In February, after issuing a profit warning to investors, the CEO that hired Wu, Claus-Dietrich Lahrs, left the company — or was pushed out, reportedly, for failing to meet growth targets. In May, he was replaced by former CFO Mark Langer, who just gave his first interview since taking on the role. The story in German paper Handelsblatt Wednesday outlines Langer's plans to essentially reverse the changes Lahrs put in motion by refocusing on menswear and lowering prices. 

"Our efforts to make in-roads in the luxury market didn't prove to be particularly helpful for our business," he said, adding, "We want to again concentrate more strongly on the men's fashion business." He reportedly plans to establish a starting price point of about $545 for suits. He also reportedly plans to curb the women's expansion strategy by slashing the marketing budget for that category — which makes up about 11 percent of the company's business — by 50 percent.

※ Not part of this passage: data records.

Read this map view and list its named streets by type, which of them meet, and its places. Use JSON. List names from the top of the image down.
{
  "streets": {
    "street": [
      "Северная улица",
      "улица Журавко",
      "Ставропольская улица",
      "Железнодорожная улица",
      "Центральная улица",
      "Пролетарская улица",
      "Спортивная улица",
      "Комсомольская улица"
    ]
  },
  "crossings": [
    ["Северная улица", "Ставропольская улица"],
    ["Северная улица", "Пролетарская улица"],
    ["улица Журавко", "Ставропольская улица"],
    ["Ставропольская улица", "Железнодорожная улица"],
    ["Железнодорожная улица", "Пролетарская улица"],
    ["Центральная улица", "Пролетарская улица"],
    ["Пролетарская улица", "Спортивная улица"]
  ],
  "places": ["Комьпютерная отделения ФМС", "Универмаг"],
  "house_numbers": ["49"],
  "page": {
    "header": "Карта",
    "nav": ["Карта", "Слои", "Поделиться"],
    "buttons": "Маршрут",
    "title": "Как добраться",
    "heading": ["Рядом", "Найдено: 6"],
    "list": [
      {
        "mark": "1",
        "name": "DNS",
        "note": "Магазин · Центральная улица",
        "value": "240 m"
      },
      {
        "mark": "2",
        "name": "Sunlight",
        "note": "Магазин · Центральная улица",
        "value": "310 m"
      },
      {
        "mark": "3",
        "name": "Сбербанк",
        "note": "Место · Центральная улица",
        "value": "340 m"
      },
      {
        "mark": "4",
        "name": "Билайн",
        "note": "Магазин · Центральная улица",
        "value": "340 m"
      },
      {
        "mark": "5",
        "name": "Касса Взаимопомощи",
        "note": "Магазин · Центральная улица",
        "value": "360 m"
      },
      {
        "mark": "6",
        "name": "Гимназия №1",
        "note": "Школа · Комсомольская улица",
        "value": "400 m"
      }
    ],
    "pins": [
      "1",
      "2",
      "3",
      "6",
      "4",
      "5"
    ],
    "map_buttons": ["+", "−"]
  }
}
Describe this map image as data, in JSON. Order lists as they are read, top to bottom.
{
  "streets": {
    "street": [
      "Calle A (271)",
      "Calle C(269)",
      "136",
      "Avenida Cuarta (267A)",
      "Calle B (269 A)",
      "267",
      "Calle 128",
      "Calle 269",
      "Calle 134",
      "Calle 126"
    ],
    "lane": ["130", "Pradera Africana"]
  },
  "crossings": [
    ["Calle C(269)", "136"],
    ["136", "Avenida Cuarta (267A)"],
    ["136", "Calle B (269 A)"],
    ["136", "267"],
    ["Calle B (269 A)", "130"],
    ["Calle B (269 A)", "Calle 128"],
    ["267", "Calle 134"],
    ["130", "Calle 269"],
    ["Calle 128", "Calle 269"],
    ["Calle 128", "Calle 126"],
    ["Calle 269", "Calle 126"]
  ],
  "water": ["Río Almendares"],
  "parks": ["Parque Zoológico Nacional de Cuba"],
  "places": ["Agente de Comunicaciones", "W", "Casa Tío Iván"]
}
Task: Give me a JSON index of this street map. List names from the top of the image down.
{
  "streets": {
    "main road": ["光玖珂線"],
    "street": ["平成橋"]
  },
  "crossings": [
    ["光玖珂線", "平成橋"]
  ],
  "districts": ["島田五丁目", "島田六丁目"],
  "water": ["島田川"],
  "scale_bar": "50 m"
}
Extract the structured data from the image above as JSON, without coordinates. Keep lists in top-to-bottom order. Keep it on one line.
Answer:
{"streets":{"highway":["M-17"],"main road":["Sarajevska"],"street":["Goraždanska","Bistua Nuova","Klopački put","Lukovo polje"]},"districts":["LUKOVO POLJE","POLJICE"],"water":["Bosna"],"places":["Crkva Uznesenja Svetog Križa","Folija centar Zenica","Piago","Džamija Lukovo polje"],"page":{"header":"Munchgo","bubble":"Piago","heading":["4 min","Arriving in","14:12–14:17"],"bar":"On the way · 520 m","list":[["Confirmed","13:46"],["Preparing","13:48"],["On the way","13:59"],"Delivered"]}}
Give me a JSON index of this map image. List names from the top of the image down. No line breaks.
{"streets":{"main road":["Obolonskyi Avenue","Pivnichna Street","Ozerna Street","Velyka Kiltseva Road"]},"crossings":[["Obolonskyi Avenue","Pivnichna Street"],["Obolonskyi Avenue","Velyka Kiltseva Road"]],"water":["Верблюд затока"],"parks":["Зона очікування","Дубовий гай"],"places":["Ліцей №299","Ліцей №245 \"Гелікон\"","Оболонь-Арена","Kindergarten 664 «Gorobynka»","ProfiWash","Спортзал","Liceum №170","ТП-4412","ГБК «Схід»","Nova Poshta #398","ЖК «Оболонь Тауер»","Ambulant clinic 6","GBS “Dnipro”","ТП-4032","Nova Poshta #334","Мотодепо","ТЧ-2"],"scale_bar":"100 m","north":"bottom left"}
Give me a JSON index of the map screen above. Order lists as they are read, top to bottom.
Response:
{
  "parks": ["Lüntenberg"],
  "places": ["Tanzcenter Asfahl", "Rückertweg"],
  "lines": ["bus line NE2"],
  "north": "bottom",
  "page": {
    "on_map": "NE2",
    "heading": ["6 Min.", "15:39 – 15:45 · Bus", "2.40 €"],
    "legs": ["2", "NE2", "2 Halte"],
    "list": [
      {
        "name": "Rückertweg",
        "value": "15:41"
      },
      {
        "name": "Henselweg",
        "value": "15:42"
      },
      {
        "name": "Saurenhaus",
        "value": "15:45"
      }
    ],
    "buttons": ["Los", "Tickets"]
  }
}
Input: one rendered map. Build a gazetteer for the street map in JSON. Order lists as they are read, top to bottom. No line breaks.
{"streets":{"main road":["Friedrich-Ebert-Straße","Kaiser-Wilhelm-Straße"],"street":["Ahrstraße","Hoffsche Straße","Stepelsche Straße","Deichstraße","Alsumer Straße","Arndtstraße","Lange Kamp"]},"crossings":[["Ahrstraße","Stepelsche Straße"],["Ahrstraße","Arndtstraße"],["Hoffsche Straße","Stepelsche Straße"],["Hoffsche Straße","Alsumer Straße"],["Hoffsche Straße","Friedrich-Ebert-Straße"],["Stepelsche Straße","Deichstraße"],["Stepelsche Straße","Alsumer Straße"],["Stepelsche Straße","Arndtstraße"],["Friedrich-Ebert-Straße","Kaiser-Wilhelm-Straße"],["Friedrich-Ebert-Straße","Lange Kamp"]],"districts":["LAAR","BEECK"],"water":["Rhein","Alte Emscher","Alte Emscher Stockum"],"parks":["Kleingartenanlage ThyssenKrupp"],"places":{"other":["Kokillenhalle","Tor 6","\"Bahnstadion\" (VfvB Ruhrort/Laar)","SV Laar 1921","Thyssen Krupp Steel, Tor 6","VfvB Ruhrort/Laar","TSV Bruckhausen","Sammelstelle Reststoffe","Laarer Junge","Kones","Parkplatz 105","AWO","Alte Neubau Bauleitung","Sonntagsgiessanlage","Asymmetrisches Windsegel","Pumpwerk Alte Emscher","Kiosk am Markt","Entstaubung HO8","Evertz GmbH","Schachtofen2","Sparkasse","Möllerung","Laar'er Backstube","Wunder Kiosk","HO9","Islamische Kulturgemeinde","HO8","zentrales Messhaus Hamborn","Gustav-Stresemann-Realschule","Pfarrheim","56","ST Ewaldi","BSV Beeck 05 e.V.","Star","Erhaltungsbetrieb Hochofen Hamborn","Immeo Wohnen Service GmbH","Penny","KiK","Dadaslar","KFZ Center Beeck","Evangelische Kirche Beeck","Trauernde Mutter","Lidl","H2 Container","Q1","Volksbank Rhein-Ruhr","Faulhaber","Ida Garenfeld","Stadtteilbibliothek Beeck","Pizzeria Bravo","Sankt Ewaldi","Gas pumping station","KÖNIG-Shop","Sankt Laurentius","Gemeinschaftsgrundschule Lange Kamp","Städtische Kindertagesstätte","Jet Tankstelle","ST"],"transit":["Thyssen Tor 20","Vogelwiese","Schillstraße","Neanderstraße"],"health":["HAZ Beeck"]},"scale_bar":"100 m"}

The company has done a lot to ramp up visibility of its women's line in recent years — from hiring a hot young designer to staging high-profile New York Fashion Week runway shows to dressing celebrities to releasing ad campaigns shot by the likes of Inez & Vinoodh and starring top models like Edie Campbell and Anna Ewers. And just last spring, the company announced plans to give womenswear a more prominent position in stores.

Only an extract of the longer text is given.